> [DATASET CONTENT]
Segment Open

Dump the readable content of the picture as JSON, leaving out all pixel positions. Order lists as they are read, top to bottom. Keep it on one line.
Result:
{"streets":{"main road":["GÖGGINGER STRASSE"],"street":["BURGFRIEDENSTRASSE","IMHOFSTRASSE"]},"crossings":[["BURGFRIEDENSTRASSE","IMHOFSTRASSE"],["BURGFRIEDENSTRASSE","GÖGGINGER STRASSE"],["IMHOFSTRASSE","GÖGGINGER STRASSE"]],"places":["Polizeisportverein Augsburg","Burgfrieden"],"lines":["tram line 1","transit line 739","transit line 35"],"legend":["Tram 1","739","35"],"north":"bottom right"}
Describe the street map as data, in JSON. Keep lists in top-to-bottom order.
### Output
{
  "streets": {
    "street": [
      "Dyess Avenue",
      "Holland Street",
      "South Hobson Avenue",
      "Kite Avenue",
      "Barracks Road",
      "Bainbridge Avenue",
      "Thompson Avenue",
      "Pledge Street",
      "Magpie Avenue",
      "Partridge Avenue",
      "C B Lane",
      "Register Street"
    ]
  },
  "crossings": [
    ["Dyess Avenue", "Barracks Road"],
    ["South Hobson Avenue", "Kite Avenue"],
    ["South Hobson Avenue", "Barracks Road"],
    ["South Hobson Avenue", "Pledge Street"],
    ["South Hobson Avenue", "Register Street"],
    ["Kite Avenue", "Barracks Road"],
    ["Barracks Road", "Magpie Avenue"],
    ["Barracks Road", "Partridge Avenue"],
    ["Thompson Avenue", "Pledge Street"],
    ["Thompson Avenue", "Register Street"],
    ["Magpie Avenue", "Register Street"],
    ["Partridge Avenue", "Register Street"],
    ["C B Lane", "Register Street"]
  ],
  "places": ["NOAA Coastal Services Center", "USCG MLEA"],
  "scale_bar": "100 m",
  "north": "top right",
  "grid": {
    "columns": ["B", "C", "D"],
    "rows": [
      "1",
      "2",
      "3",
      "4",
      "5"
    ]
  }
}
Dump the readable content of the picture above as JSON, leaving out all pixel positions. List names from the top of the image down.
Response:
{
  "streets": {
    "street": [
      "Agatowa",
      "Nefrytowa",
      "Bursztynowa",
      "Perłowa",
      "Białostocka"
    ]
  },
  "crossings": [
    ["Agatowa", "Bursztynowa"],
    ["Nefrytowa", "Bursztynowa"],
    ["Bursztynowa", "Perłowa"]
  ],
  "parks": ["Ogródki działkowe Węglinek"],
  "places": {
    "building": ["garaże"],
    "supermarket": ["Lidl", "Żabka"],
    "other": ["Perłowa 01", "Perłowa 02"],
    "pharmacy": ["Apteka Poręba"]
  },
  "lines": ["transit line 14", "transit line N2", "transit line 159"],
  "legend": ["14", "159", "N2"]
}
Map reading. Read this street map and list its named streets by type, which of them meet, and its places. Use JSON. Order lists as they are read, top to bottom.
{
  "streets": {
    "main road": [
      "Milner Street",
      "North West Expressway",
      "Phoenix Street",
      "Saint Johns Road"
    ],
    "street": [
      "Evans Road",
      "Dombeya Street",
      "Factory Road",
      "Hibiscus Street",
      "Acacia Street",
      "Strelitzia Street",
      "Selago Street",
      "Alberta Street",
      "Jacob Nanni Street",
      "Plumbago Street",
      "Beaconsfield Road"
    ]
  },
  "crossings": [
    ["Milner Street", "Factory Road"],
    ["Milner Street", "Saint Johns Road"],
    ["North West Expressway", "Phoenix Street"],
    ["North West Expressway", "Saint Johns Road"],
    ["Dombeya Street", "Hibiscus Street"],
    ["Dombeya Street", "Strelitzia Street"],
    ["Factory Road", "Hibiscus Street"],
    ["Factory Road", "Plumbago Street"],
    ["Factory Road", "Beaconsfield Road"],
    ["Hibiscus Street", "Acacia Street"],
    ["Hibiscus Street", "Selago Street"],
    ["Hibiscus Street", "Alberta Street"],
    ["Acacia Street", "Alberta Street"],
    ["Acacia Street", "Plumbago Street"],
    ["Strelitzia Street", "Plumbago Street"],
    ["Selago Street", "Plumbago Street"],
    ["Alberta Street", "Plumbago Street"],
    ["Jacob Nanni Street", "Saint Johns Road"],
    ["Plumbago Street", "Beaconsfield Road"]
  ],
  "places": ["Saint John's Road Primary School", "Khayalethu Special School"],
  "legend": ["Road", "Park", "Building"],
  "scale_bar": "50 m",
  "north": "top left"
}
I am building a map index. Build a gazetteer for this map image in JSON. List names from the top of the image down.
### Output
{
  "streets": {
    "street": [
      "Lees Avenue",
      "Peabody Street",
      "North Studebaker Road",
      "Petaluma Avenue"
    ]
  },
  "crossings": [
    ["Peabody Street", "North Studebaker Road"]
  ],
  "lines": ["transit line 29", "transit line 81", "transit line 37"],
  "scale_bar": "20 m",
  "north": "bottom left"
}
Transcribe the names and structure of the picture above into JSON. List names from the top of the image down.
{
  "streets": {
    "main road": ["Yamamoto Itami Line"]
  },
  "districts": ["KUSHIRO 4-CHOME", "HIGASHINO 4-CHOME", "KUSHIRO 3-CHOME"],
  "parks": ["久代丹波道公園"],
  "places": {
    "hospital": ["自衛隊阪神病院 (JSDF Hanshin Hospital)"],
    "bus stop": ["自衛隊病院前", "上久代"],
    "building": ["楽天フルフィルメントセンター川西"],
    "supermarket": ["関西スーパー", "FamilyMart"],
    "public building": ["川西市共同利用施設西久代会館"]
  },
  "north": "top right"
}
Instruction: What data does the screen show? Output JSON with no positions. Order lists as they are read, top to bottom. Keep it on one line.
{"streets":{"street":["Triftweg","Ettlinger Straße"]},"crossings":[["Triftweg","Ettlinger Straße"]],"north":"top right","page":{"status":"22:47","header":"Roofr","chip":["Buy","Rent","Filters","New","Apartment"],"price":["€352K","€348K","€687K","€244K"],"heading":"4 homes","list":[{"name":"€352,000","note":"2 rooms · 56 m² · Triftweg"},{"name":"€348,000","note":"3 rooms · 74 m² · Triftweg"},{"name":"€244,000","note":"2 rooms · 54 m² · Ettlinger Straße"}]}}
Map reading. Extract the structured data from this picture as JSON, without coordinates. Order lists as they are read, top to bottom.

Segment Closed

> [WHAT IS EXPECTED] The string "Dump" marks the lines to return from the material. Copy each one.

> [EXERCISE OUTPUT]
Dump the readable content of the picture as JSON, leaving out all pixel positions. Order lists as they are read, top to bottom. Keep it on one line.
Dump the readable content of the picture above as JSON, leaving out all pixel positions. List names from the top of the image down.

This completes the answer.